There are many things to consider when it comes to lobbying. The laws governing it vary from state to state, and it can be unclear. Thankfully, there are certain guidelines that you can follow, and it is much easier to navigate the laws when you know what to expect.

Direct lobbying

“Lobbying” refers to the practice of soliciting other individuals or organizations to take action in support or opposition to a specific legislative or administrative action. Generally, it involves communication with a legislator, a member of the executive branch, or the Governor’s staff. A professional lobbyist, as opposed to a citizen, is a person who a lobbying firm employs.

The IRS defines a member as someone who gives more than a nominal amount of time or money to an organization. Legislative lobbying, a type of direct lobbying, is promoting legislation before the General Assembly, influencing the Governor’s veto, and strategizing the passage of a bill.

Lobbying can also include providing information in writing or person to the legislative body. This includes the gathering of factual information for public debate, as well as research related to actual communication with a government employee. However, the study of legislative matters is not a preparatory stage for advocating such legislation.

A citizen is a lobbyist exercising their constitutional right to communicate with the legislative body. A nonprofit may pay a professional lobbyist or a volunteer to engage in the task.

Lobbying expenditures are based on an organization’s annual exempt-purpose expenditures. These include allocable portions of administrative and overhead expenses and other similar expenses.

Revolving door laws

Revolving door laws are legal provisions preventing former public servants from participating in lobbying activities in the same government agency. It is often referred to as a mandatory “waiting period.”

These rules prohibit public officials from representing other people before agencies. They also limit the use of special knowledge gained in public service. In many cases, these laws are intended to stop unfair trading on this information.

Various types of state employees are subject to revolving door rules. This includes executive heads of state agencies and legislative support agencies. However, these restrictions do not apply to members of the Legislature and judicial branches.

For example, in Illinois, the “Revolving Door” statute prohibits an individual from employment with an entity involved in the same “particular matter” while in the same position. Also, it prohibits spouses, immediate family members, and former government officials from serving as lobbyists or receiving compensation for the serv威而鋼
ices they rendered while serving in a position.

Another common restriction is the prohibition of switching sides. A person representing foreign governments, international organizations, or other private parties on the same “particular matter” must wait at least two years before switching back. Similarly, a person who has served in the legislative or judicial branches of the government must wait at least six years before lobbying.

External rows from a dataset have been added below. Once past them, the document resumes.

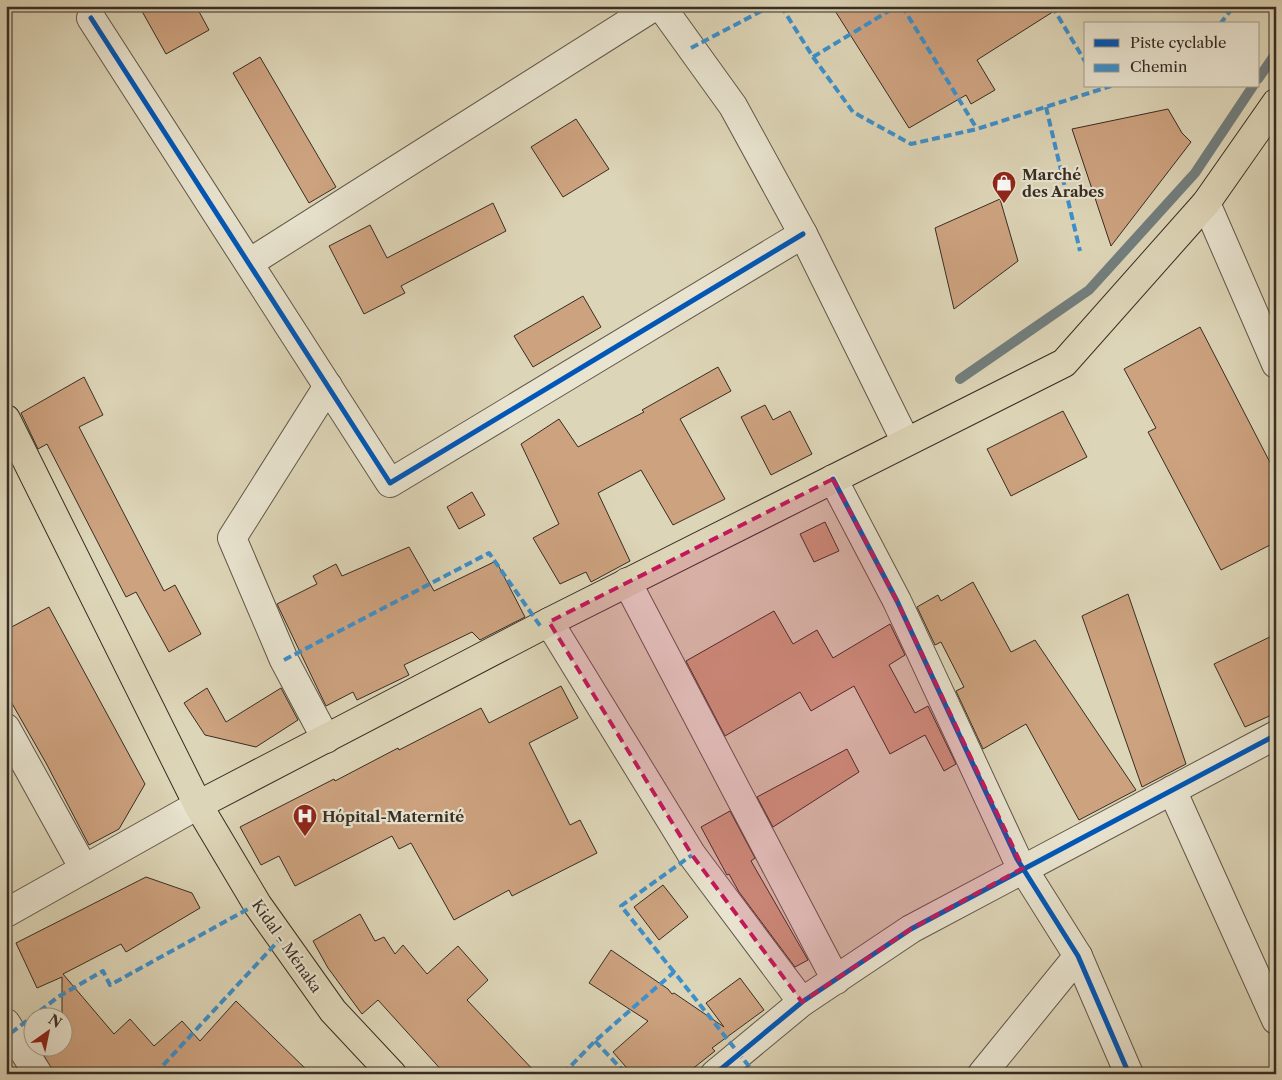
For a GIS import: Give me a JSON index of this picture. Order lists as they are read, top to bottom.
{
  "streets": {
    "main road": ["Kidal - Ménaka"]
  },
  "places": {
    "shop": ["Marché des Arabes"],
    "hospital": ["Hópital-Maternité"]
  },
  "legend": ["Piste cyclable", "Chemin"],
  "north": "top right"
}
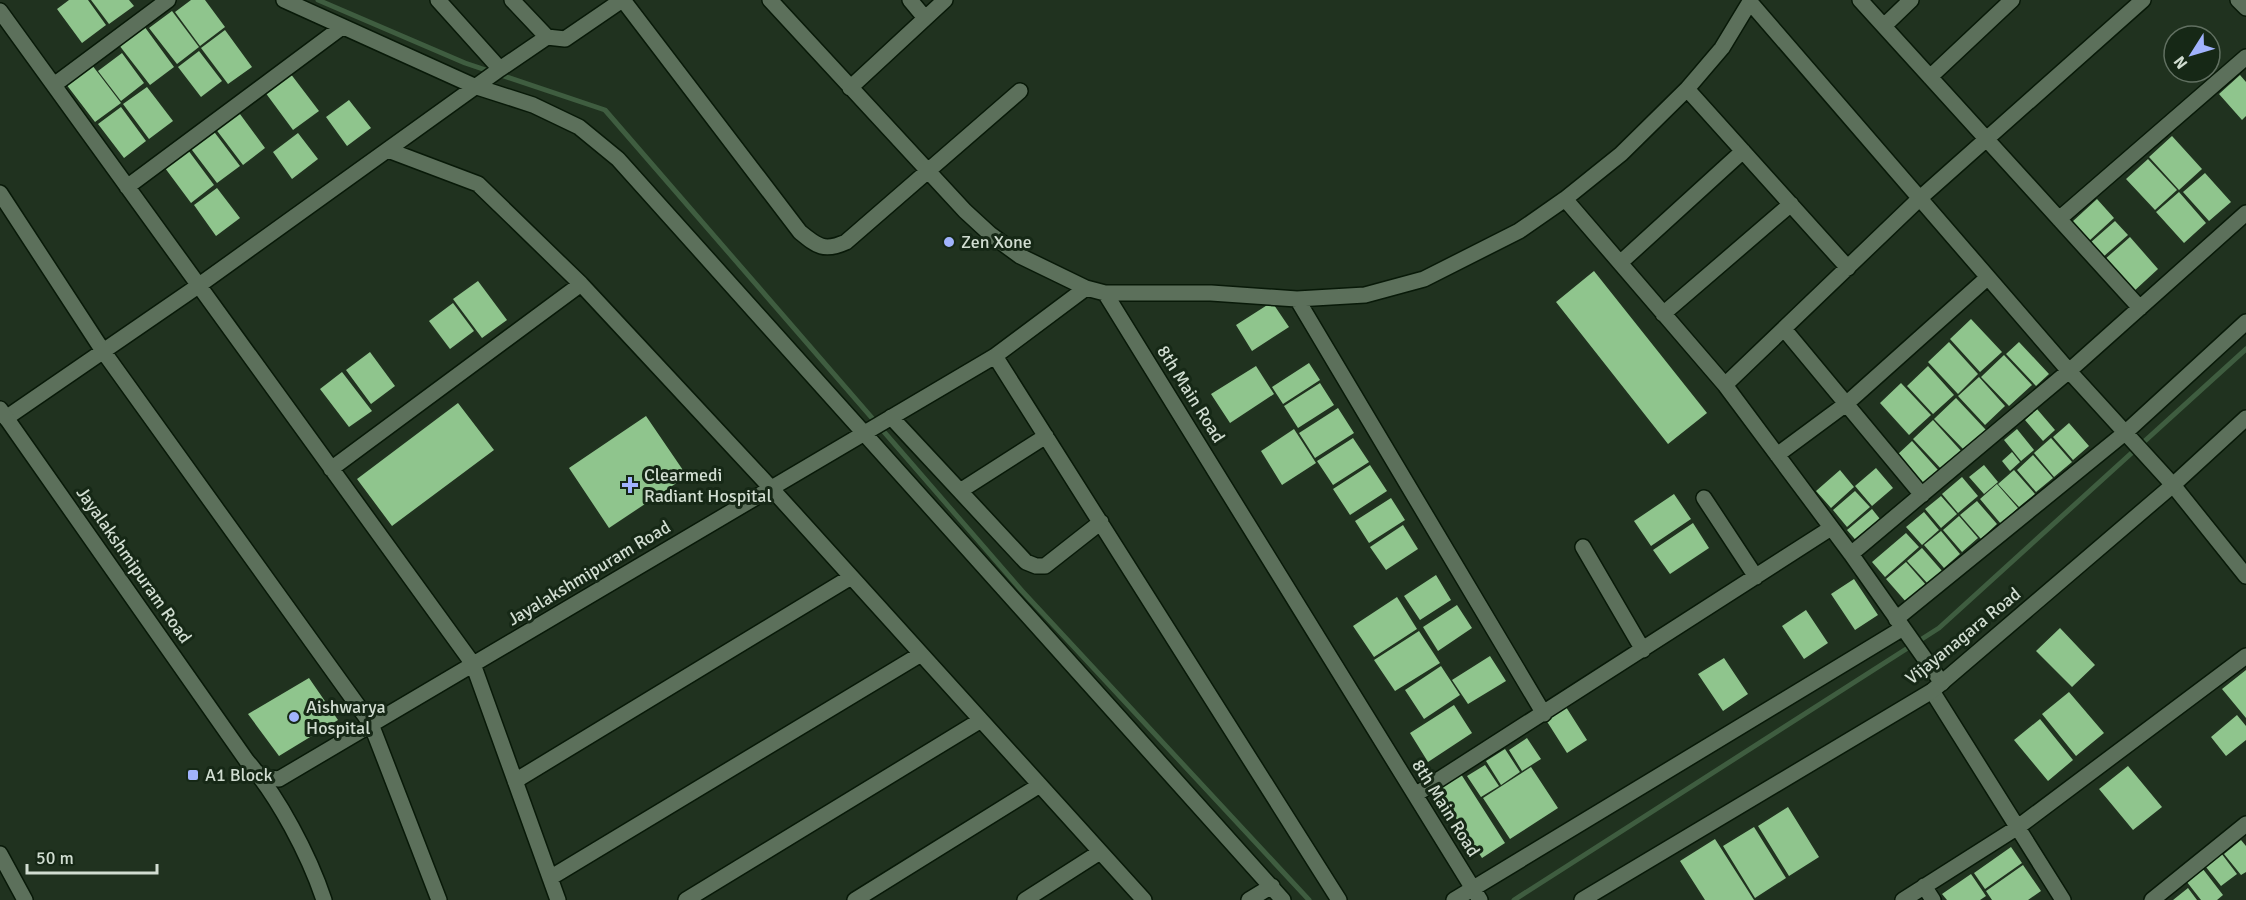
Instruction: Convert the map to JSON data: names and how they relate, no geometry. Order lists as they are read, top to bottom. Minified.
{"streets":{"street":["8th Main Road","Jayalakshmipuram Road","Vijayanagara Road"]},"places":{"other":["Zen Xone","Aishwarya Hospital"],"health":["Clearmedi Radiant Hospital"],"transit":["A1 Block"]},"scale_bar":"50 m","north":"bottom left"}
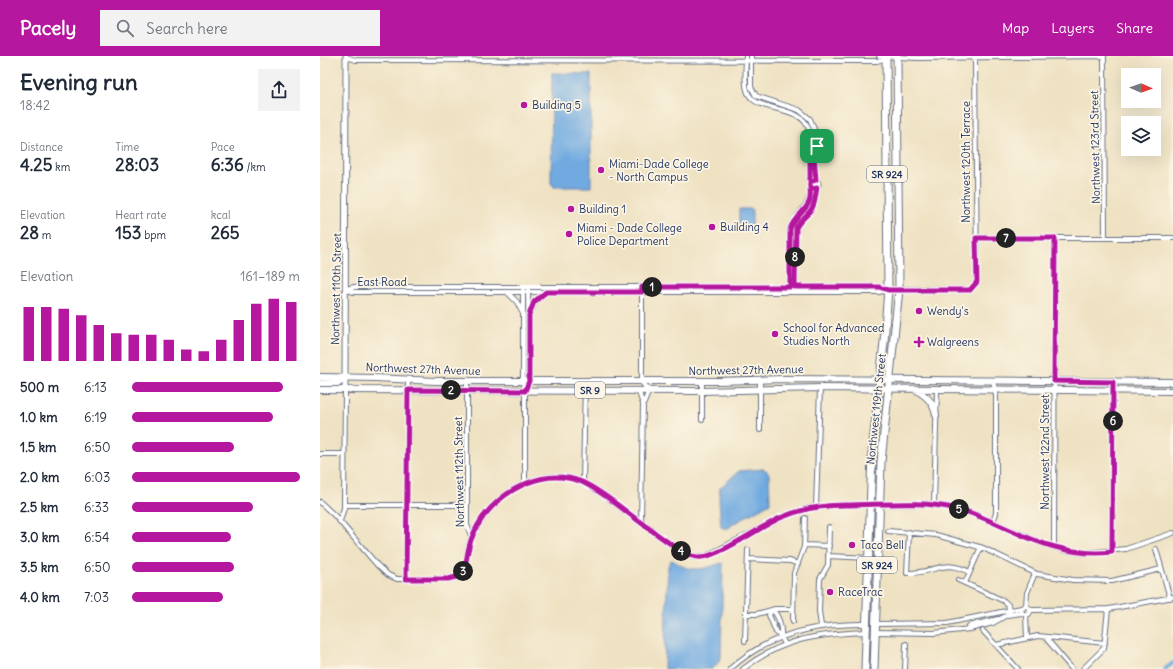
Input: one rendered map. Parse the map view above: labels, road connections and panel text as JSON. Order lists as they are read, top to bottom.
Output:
{
  "streets": {
    "highway": ["SR 924", "Northwest 119th Street"],
    "main road": ["Northwest 27th Avenue", "SR 9"],
    "street": [
      "Northwest 123rd Street",
      "Northwest 120th Terrace",
      "East Road",
      "Northwest 110th Street",
      "Northwest 122nd Street",
      "Northwest 112th Street"
    ]
  },
  "crossings": [
    ["Northwest 120th Terrace", "East Road"],
    ["East Road", "Northwest 110th Street"],
    ["East Road", "Northwest 119th Street"],
    ["Northwest 110th Street", "Northwest 27th Avenue"],
    ["Northwest 27th Avenue", "Northwest 119th Street"],
    ["Northwest 27th Avenue", "Northwest 122nd Street"],
    ["Northwest 27th Avenue", "Northwest 112th Street"]
  ],
  "places": {
    "other": [
      "Building 5",
      "Miami-Dade College - North Campus",
      "Building 1",
      "Building 4",
      "Miami - Dade College Police Department",
      "Wendy's",
      "School for Advanced Studies North",
      "Taco Bell",
      "RaceTrac"
    ],
    "health": ["Walgreens"]
  },
  "north": "right",
  "page": {
    "header": "Pacely",
    "search": "Search here",
    "nav": ["Map", "Layers", "Share"],
    "heading": ["Evening run", "18:42"],
    "stats": [
      ["Distance", "4.25 km"],
      ["Time", "28:03"],
      ["Pace", "6:36 /km"],
      ["Elevation", "28 m"],
      ["Heart rate", "153 bpm"],
      ["kcal", "265"]
    ],
    "pins": [
      "7",
      "8",
      "1",
      "2",
      "6",
      "5",
      "4",
      "3"
    ],
    "chart": ["Elevation", "161–189 m"],
    "list": [
      {
        "name": "500 m",
        "note": "6:13"
      },
      {
        "name": "1.0 km",
        "note": "6:19"
      },
      {
        "name": "1.5 km",
        "note": "6:50"
      },
      {
        "name": "2.0 km",
        "note": "6:03"
      },
      {
        "name": "2.5 km",
        "note": "6:33"
      },
      {
        "name": "3.0 km",
        "note": "6:54"
      },
      {
        "name": "3.5 km",
        "note": "6:50"
      },
      {
        "name": "4.0 km",
        "note": "7:03"
      }
    ]
  }
}
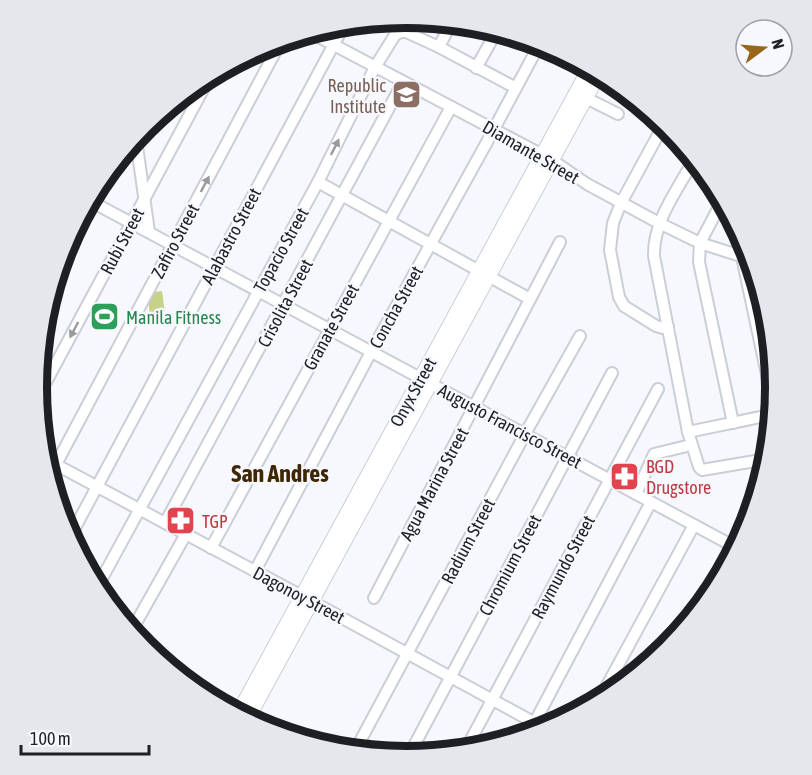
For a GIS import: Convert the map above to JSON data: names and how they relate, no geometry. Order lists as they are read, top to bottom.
{
  "streets": {
    "main road": ["Onyx Street"],
    "street": [
      "Diamante Street",
      "Alabastro Street",
      "Rubi Street",
      "Zafiro Street",
      "Topacio Street",
      "Crisolita Street",
      "Concha Street",
      "Granate Street",
      "Augusto Francisco Street",
      "Agua Marina Street",
      "Radium Street",
      "Chromium Street",
      "Raymundo Street",
      "Dagonoy Street"
    ]
  },
  "crossings": [
    ["Diamante Street", "Alabastro Street"],
    ["Diamante Street", "Topacio Street"],
    ["Diamante Street", "Crisolita Street"],
    ["Diamante Street", "Concha Street"],
    ["Diamante Street", "Granate Street"],
    ["Diamante Street", "Onyx Street"],
    ["Alabastro Street", "Augusto Francisco Street"],
    ["Alabastro Street", "Dagonoy Street"],
    ["Rubi Street", "Augusto Francisco Street"],
    ["Zafiro Street", "Augusto Francisco Street"],
    ["Topacio Street", "Concha Street"],
    ["Topacio Street", "Augusto Francisco Street"],
    ["Topacio Street", "Dagonoy Street"],
    ["Crisolita Street", "Augusto Francisco Street"],
    ["Crisolita Street", "Dagonoy Street"],
    ["Concha Street", "Augusto Francisco Street"],
    ["Concha Street", "Dagonoy Street"],
    ["Granate Street", "Augusto Francisco Street"],
    ["Granate Street", "Dagonoy Street"],
    ["Onyx Street", "Augusto Francisco Street"],
    ["Onyx Street", "Dagonoy Street"],
    ["Augusto Francisco Street", "Agua Marina Street"],
    ["Augusto Francisco Street", "Radium Street"],
    ["Augusto Francisco Street", "Chromium Street"],
    ["Augusto Francisco Street", "Raymundo Street"],
    ["Radium Street", "Dagonoy Street"],
    ["Chromium Street", "Dagonoy Street"],
    ["Raymundo Street", "Dagonoy Street"]
  ],
  "one_way": ["Rubi Street", "Zafiro Street"],
  "districts": ["San Andres"],
  "places": {
    "school or university": ["Republic Institute"],
    "sports": ["Manila Fitness"],
    "pharmacy": ["BGD Drugstore", "TGP"]
  },
  "scale_bar": "100 m",
  "north": "right"
}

Madisonian view of politics

A few hundred years ago, the United States began its march toward independence from the British empire. The federal government was a work in progress. Taney believed in giving power to the states. However, a powerful government could be placed in the hands of certain groups working against the greater good.

James Madison argued that the best American system incorporated a few key elements. These included a separation of powers, checks, and balances, and a robust “fringe” of federalism. This latter feature, in particular, led to the most important debates over the last century.

While the Madisonian system is no longer in effect, its embodied operations remain key features of our polity. Modern-day presidents are faced with a similar dilemma. They need to deal with competing power centers. In addition, they must contend with the various neo-liberal trends ensconced within a reshaped national economy.

As far as political institutions go, the Madisonian system had its flaws. Its central tenet, separation of powers, was an overly simplistic solution. Although the system accomplished its objectives, it also left the door open to consolidating power. This became especially evident during the Civil War.

Although it may not be the most efficient system, the Madisonian system did a fair job of the requisite balancing act. Of course, its failure to contain the raging fire of the Civil War was the most telling.